### Work instructions
Go through the listing that follows and report the number of lines with the string "rows" in them, nothing more.
----
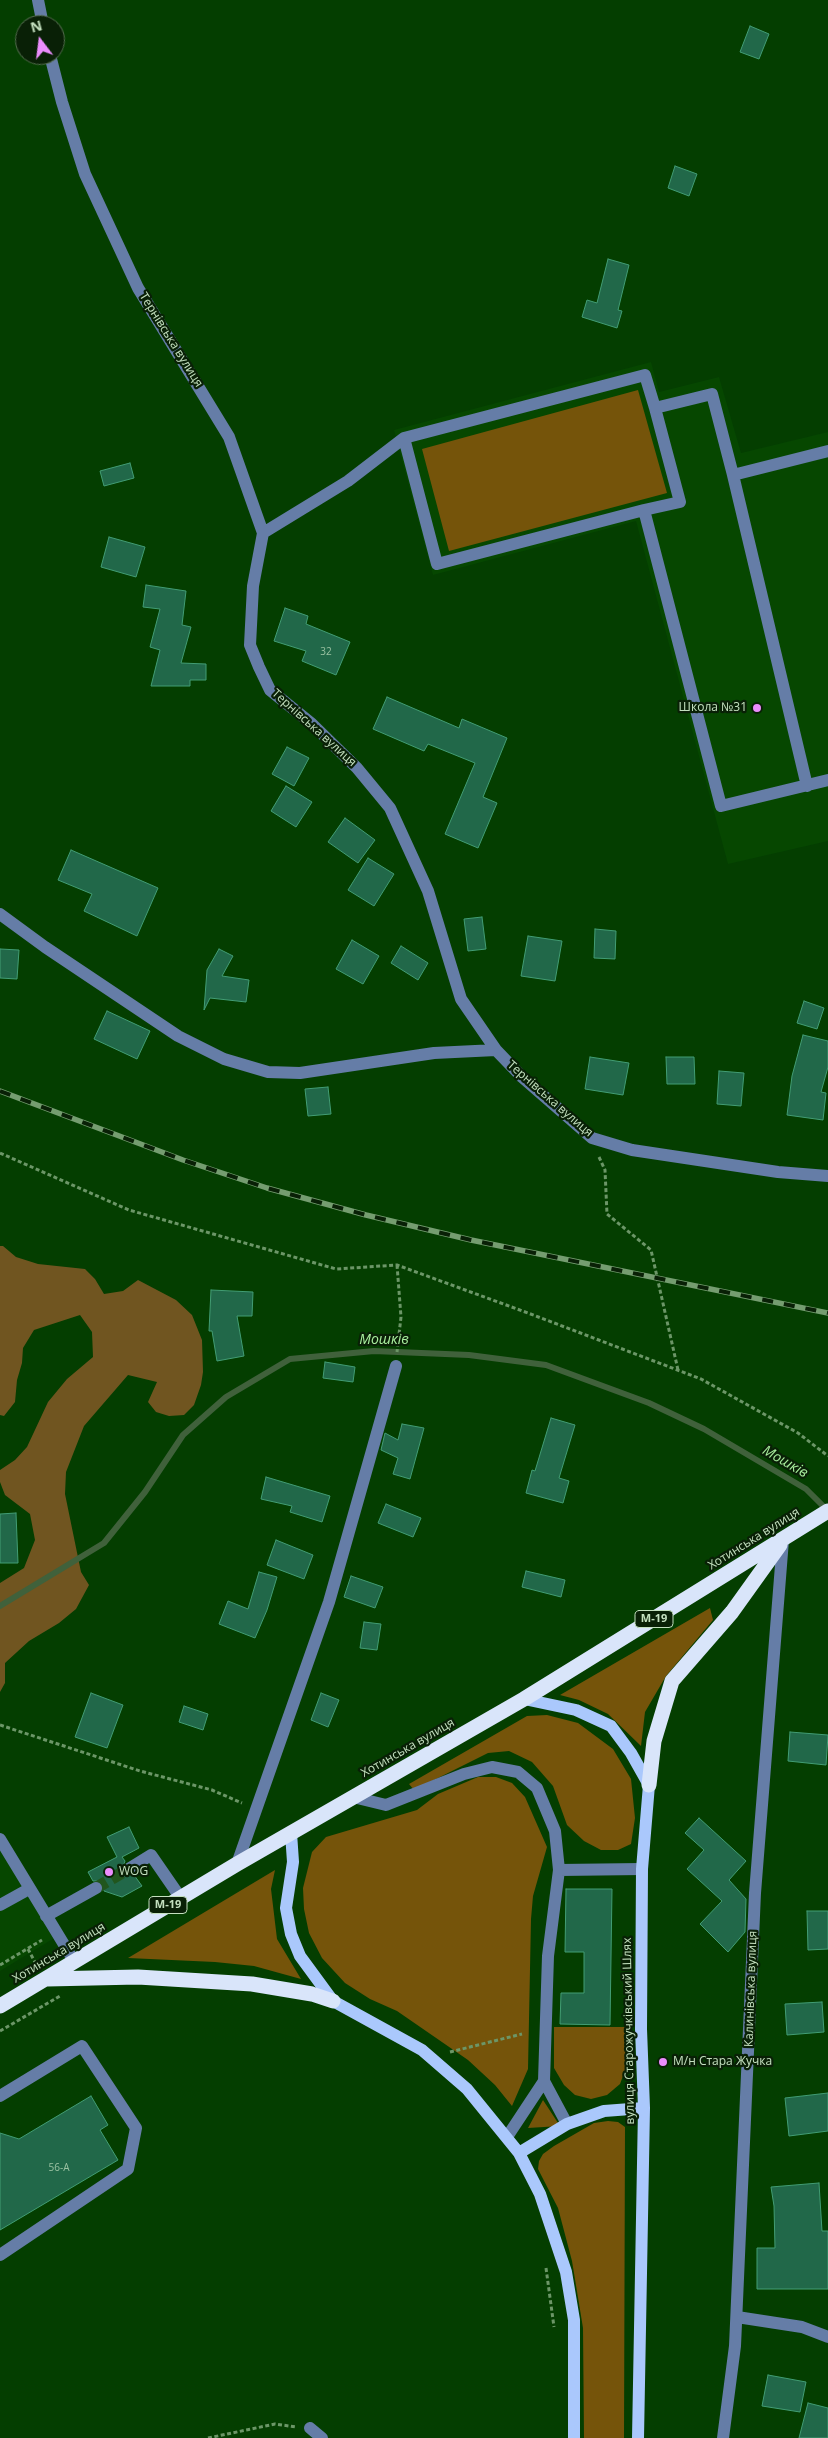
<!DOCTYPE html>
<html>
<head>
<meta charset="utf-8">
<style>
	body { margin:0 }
	#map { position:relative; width:828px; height:2438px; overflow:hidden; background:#043e00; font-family:"Open Sans",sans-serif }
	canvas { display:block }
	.north { position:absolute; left:15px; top:15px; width:50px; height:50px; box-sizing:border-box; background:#092006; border:1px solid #546d50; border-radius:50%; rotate:345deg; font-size:14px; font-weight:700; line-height:20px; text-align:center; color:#c4e0bf }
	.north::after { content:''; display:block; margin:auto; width:18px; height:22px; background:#eb8dfc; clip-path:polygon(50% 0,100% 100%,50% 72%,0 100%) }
</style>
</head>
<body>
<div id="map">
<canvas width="828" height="2438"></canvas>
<div class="north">N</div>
</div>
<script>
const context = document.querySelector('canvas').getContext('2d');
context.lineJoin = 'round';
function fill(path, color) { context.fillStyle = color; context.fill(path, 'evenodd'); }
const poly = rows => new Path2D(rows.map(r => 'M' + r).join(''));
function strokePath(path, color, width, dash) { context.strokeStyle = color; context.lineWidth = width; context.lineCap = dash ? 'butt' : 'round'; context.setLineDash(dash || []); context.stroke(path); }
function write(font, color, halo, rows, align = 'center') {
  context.font = font + ' "Open Sans",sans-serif'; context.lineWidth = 4.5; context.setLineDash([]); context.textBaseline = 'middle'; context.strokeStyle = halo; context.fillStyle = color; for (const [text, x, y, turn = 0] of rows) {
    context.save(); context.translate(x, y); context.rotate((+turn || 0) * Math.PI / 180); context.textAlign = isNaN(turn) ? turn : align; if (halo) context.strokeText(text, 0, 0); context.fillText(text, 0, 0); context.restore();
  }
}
fill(poly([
	[651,362,659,392,719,377,741,453,828,432,828,841,728,864,636,521,433,575,394,430],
	[0,1846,56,1937,0,1971]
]), '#064700');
fill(poly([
	[638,390,667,493,449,551,422,449],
	[710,1608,713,1620,666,1676,645,1712,641,1746,608,1714,579,1700,560,1695],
	[547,1715,578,1723,613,1749,631,1779,635,1818,631,1844,618,1850,601,1850,584,1841,567,1825,553,1786,532,1762,509,1751,488,1753,414,1790,409,1784,527,1716],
	[478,1777,496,1777,512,1783,525,1797,547,1847,533,1896,531,1919,528,2069,512,2106,495,2085,468,2060,397,2011,370,1999,345,1983,322,1958,309,1933,304,1909,303,1888,312,1852,326,1837,417,1810,438,1794],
	[275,1870,271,1889,277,1939,301,1979,254,1966,215,1962,128,1958],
	[554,2027,625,2027,626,2068,620,2084,607,2095,591,2099,575,2095,564,2085,554,2068],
	[543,2100,560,2126,528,2128],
	[608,2121,618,2122,625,2127,624,2438,584,2438,583,2328,572,2261,558,2208,538,2169,539,2161,543,2154,554,2146,594,2123]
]), '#75540a');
fill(poly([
	[0,1246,3,1246,16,1257,38,1264,85,1269,95,1279,104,1294,123,1291,138,1280,176,1300,192,1315,202,1340,203,1372,201,1385,194,1405,184,1415,169,1416,156,1412,148,1402,157,1382,128,1375,84,1426,66,1472,65,1494,81,1572,89,1585,76,1609,59,1623,29,1641,5,1663,5,1683,0,1692,0,1583,24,1568,35,1540,30,1514,5,1495,0,1482,0,1470,15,1460,27,1447,48,1402,67,1379,93,1357,92,1332,80,1315,34,1330,23,1348,22,1363,17,1380,15,1402,4,1416,0,1415]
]), '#705520');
strokePath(poly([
	[0,1606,104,1543,145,1492,183,1435,226,1397,290,1359,374,1351,469,1355,546,1365,649,1403,704,1429,806,1489,827,1510]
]), '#40613b', 6);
const building = poly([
	[750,26,769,34,759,59,740,52,750,26],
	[675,166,697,174,689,196,668,188,675,166],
	[608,259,629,265,618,310,622,311,617,328,582,317,587,300,597,303,608,259],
	[130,463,134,478,104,486,100,471,130,463],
	[109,537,145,547,136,577,101,567,109,537],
	[146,585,186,591,182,625,191,627,181,663,206,664,206,680,190,680,190,686,151,686,160,650,150,647,160,609,143,607,146,585],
	[285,608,308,616,306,624,350,642,336,675,302,661,306,651,274,641,285,608],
	[387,697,459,728,462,719,507,738,483,797,497,803,478,848,445,834,475,763,428,744,424,751,373,729,387,697],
	[287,747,309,758,294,786,272,774,287,747],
	[286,786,312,802,296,827,271,811,286,786],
	[345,818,375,840,358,863,328,842,345,818],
	[71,850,158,888,137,936,84,911,92,894,58,880,71,850],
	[368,858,394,874,374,906,348,890,368,858],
	[482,917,486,949,468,951,464,919,482,917],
	[595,929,616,931,615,959,594,958,595,929],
	[528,936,562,941,555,981,521,976,528,936],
	[352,940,379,956,363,984,336,969,352,940],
	[401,946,428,963,418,980,391,963,401,946],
	[0,949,19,950,17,979,0,978,0,949],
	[219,949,233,956,222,976,249,980,246,1002,210,998,204,1010,207,970,219,949],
	[804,1001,824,1008,817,1029,797,1023,804,1001],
	[107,1011,150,1031,137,1059,94,1039,107,1011],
	[803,1035,828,1041,828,1067,821,1092,826,1093,823,1120,787,1115,792,1076,803,1035],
	[590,1057,629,1063,623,1095,585,1089,590,1057],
	[666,1057,694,1057,695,1084,667,1084,666,1057],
	[719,1071,744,1073,741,1106,717,1104,719,1071],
	[328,1087,331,1114,308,1116,305,1089,328,1087],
	[211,1290,253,1292,252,1316,237,1316,244,1356,217,1361,212,1331,209,1331,211,1290],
	[325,1362,355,1367,353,1382,323,1378,325,1362],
	[551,1418,575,1425,559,1478,569,1481,563,1503,526,1493,532,1470,535,1471,551,1418],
	[402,1424,424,1428,410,1479,393,1474,398,1458,381,1450,385,1433,398,1440,402,1424],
	[266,1477,330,1496,322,1522,290,1512,292,1506,261,1499,266,1477],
	[386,1504,421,1518,413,1537,378,1523,386,1504],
	[16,1513,18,1563,0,1563,0,1514,16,1513],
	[276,1540,313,1555,304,1579,267,1565,276,1540],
	[526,1571,565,1580,561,1597,522,1587,526,1571],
	[259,1572,277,1577,267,1610,255,1638,219,1624,228,1601,248,1609,259,1572],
	[351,1576,383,1587,375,1608,344,1597,351,1576],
	[364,1622,381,1624,377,1650,360,1648,364,1622],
	[91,1693,123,1705,107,1748,75,1737,91,1693],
	[321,1693,339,1700,328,1727,311,1720,321,1693],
	[184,1706,208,1714,203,1730,179,1722,184,1706],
	[790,1732,828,1735,826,1765,788,1761,790,1732],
	[699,1818,746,1861,729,1880,746,1899,745,1932,728,1952,700,1924,722,1901,687,1869,704,1850,685,1833,699,1818],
	[129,1827,139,1848,122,1857,125,1861,122,1869,127,1875,134,1875,142,1886,122,1897,104,1891,103,1884,100,1881,93,1881,88,1872,117,1857,107,1837,129,1827],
	[566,1889,612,1889,610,2025,560,2024,561,1993,584,1993,584,1952,565,1952,566,1889],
	[807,1911,828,1911,828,1949,808,1950,807,1911],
	[822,2002,824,2032,787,2035,785,2004,822,2002],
	[828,2093,828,2131,789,2136,785,2098,828,2093],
	[91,2096,108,2125,100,2130,118,2160,0,2230,0,2133,19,2139,91,2096],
	[819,2183,822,2231,828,2231,828,2289,757,2289,757,2248,775,2248,774,2206,771,2187,819,2183],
	[768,2375,806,2382,800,2412,762,2406,768,2375],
	[808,2403,828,2408,828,2438,799,2438,808,2403]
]);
fill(building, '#216849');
strokePath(building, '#429d74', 1);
strokePath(poly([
	[96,1888,130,1868]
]), '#21561d', 12, [12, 6]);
strokePath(poly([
	[0,1153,129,1210,336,1269,397,1265,528,1313,701,1379,798,1433,828,1456],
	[599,1157,605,1170,607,1214,651,1250,678,1370],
	[397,1265,401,1317,397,1352],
	[0,1725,140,1771,212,1790,242,1803],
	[28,1949,37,1966],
	[0,1965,42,1940],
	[0,2031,60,1996],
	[450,2052,522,2034],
	[546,2268,554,2327],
	[208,2438,275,2424,296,2427]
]), '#6c9667', 3, [4, 2.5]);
strokePath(poly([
	[38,0,43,25],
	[50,55,62,102,85,174,138,288,229,437,263,533,253,586,250,645,259,667,270,690,312,724,357,768,390,808,428,891,461,999,496,1050,522,1077,592,1138,632,1150,778,1172,828,1176],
	[828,451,733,475,712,394,655,408,645,375,404,438,437,564,644,510,721,806,828,780],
	[733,475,807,786],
	[644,510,680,502,655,408],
	[263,533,348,481,404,438],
	[0,914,45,947,178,1036,224,1059,268,1072,300,1073,434,1053,496,1050],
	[353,1797,386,1805,464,1774,492,1767,518,1772,537,1788,555,1831,559,1870,548,1956,544,2081,507,2137],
	[0,1839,74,1961],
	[237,1864,329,1602,396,1366],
	[130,1868,151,1855,180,1897],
	[559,1870,642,1869],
	[0,1905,29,1889],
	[46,1916,96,1888],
	[544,2081,567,2124],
	[0,2096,82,2046,136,2128,128,2169,0,2255],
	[737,2317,802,2327,828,2337],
	[310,2428,322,2438],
	[723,2438,735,2346,755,1893,783,1540]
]), '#657da7', 12);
strokePath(poly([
	[524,1699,576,1710,611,1726,631,1753,649,1785,642,1869,641,2029,644,2108,638,2438],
	[291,1833,293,1862,286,1908,291,1934,300,1956,333,2001,422,2050,467,2089,519,2153,540,2194,566,2272,574,2320,574,2438],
	[519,2153,567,2124,604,2111,644,2108]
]), '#aac8fc', 12);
strokePath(poly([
	[649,1785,654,1741,672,1681,732,1612,780,1545],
	[47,1979,138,1977,252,1984,312,1994,333,2001],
	[0,2006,237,1864,524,1699,828,1511]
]), '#d9e5fa', 15);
const rail = poly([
	[0,1091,183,1160,267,1188,366,1215,471,1240,828,1313]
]);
strokePath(rail, '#759d70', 5.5);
strokePath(rail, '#092006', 4, [11]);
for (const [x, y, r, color] of [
	[757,708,5,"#eb8dfc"],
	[109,1872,5,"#eb8dfc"],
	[663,2062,5,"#eb8dfc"]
]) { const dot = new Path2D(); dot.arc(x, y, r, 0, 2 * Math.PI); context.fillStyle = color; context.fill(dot); strokePath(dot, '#092006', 2); }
write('10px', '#9bc2a2', null, [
	["32",326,652],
	["56-А",59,2168]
]);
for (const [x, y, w] of [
	[654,1619,38],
	[168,1905,38]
]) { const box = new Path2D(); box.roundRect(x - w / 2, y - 8.5, w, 17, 4); context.fillStyle = '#092006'; context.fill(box); strokePath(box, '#c4e0bf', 1); }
write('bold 11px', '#c4e0bf', null, [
	["М-19",654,1619],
	["М-19",168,1905]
]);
write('12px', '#c4e0bf', '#092006', [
	["Тернівська вулиця",171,340,58],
	["Тернівська вулиця",314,728,42],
	["Тернівська вулиця",550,1099,41],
	["Хотинська вулиця",754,1539,-32],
	["Хотинська вулиця",408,1748,-30],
	["Хотинська вулиця",59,1953,-31],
	["Калинівська вулиця",751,1989,-88],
	["вулиця Старожучківський Шлях",629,2031,-91]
]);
write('12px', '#c4e0bf', '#092006', [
	["Школа №31",747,708,"right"],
	["WOG",119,1872],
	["М/н Стара Жучка",673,2062]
], 'left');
write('italic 14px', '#a9ee9e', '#092006', [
	["Мошків",384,1340],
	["Мошків",785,1462,30]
]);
</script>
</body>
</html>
----
### Final answer
3